**TASK DESCRIPTION**
Word for word, restate every record, though not the pictures.

[Data extracted from a collection]
________________________________________

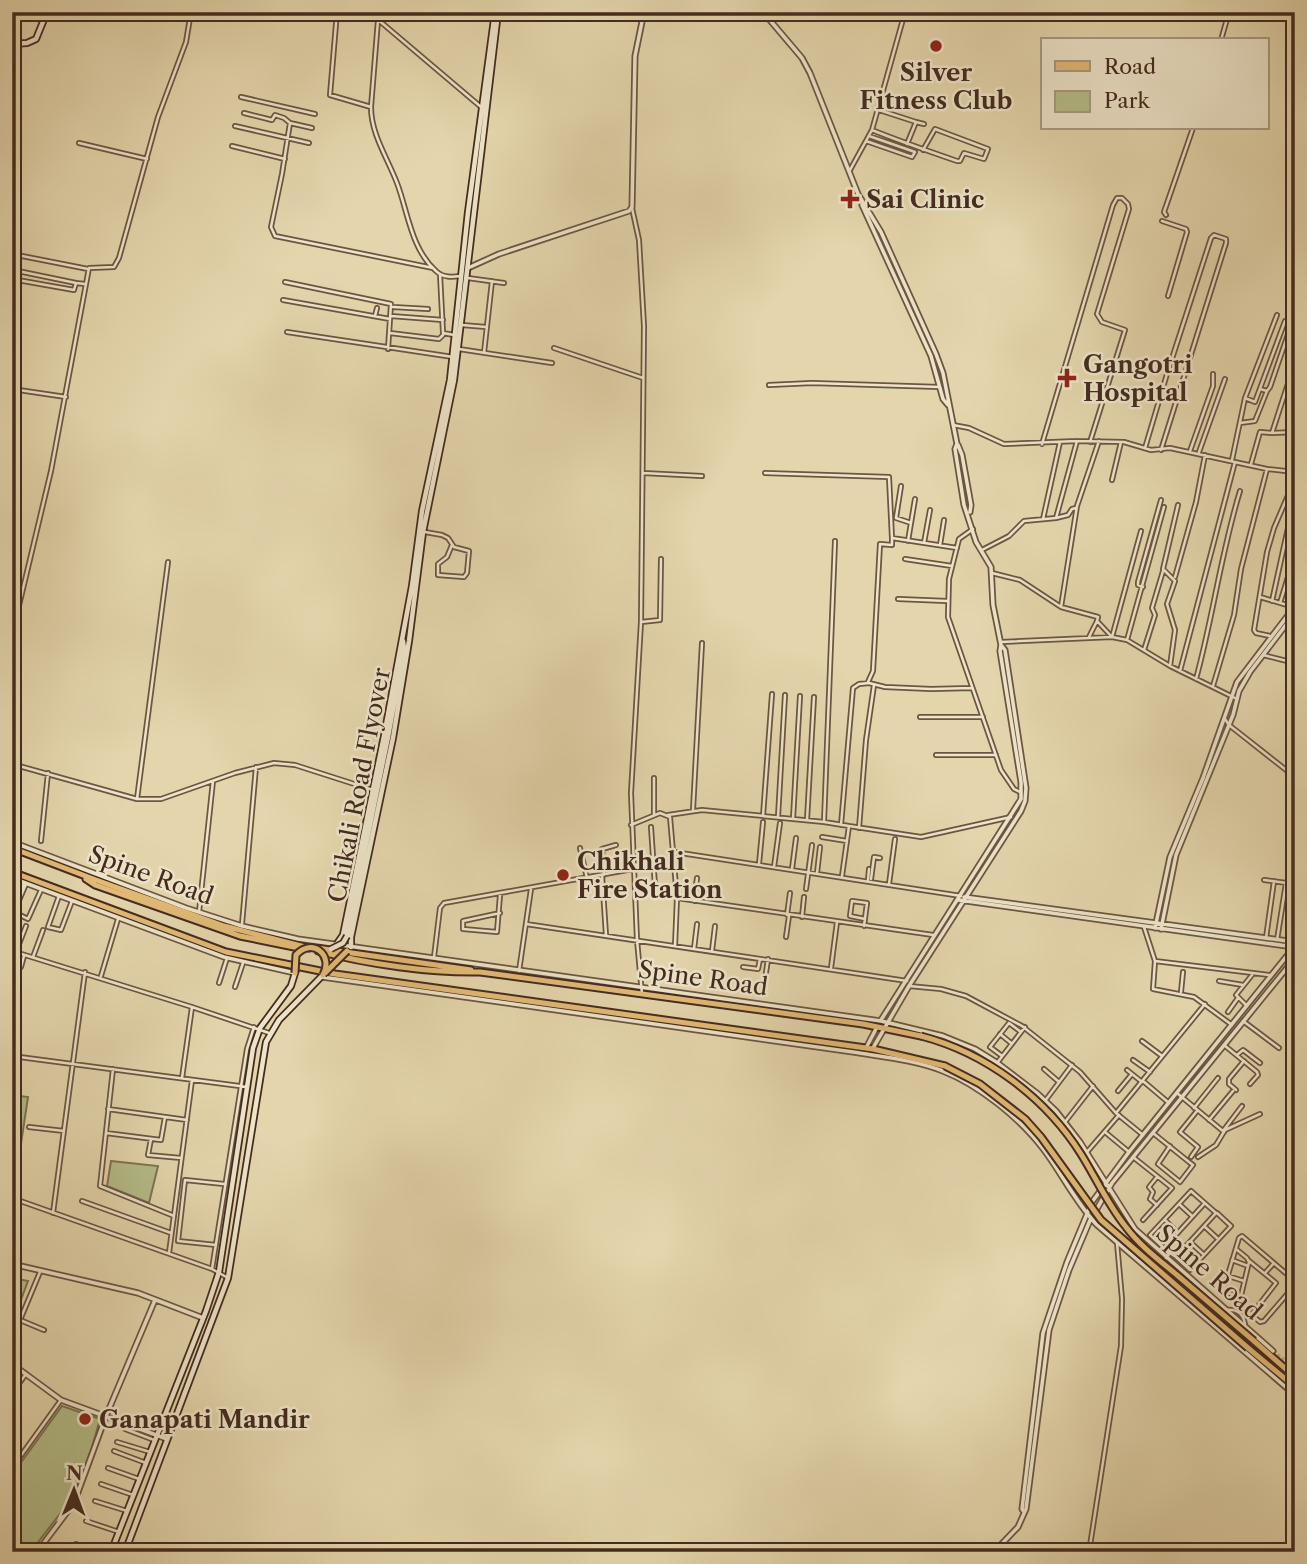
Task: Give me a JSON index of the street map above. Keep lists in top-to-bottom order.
{
  "streets": {
    "main road": ["Chikali Road Flyover", "Spine Road"]
  },
  "crossings": [
    ["Chikali Road Flyover", "Spine Road"]
  ],
  "places": {
    "other": ["Silver Fitness Club", "Chikhali Fire Station", "Ganapati Mandir"],
    "health": ["Sai Clinic", "Gangotri Hospital"]
  },
  "legend": ["Road", "Park"],
  "north": "top"
}
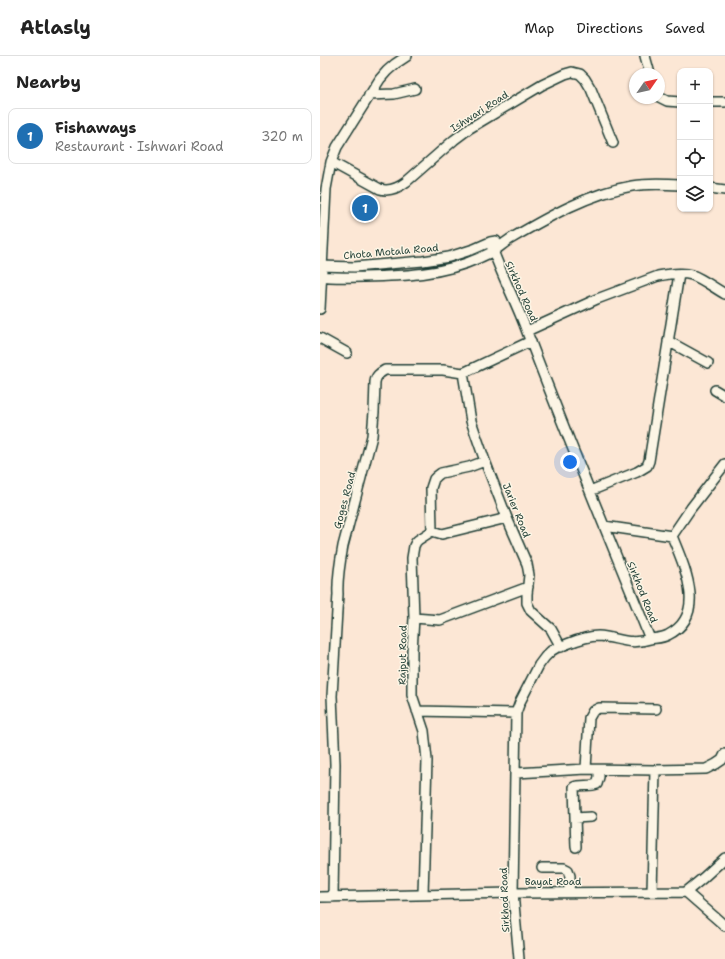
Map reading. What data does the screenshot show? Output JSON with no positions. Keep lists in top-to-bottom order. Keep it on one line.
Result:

________________________________________

**TASK RESPONSE**
Task: Give me a JSON index of the street map above. Keep lists in top-to-bottom order.
{
  "streets": {
    "main road": ["Chikali Road Flyover", "Spine Road"]
  },
  "crossings": [
    ["Chikali Road Flyover", "Spine Road"]
  ],
  "places": {
    "other": ["Silver Fitness Club", "Chikhali Fire Station", "Ganapati Mandir"],
    "health": ["Sai Clinic", "Gangotri Hospital"]
  },
  "legend": ["Road", "Park"],
  "north": "top"
}
Map reading. What data does the screenshot show? Output JSON with no positions. Keep lists in top-to-bottom order. Keep it on one line.
Result:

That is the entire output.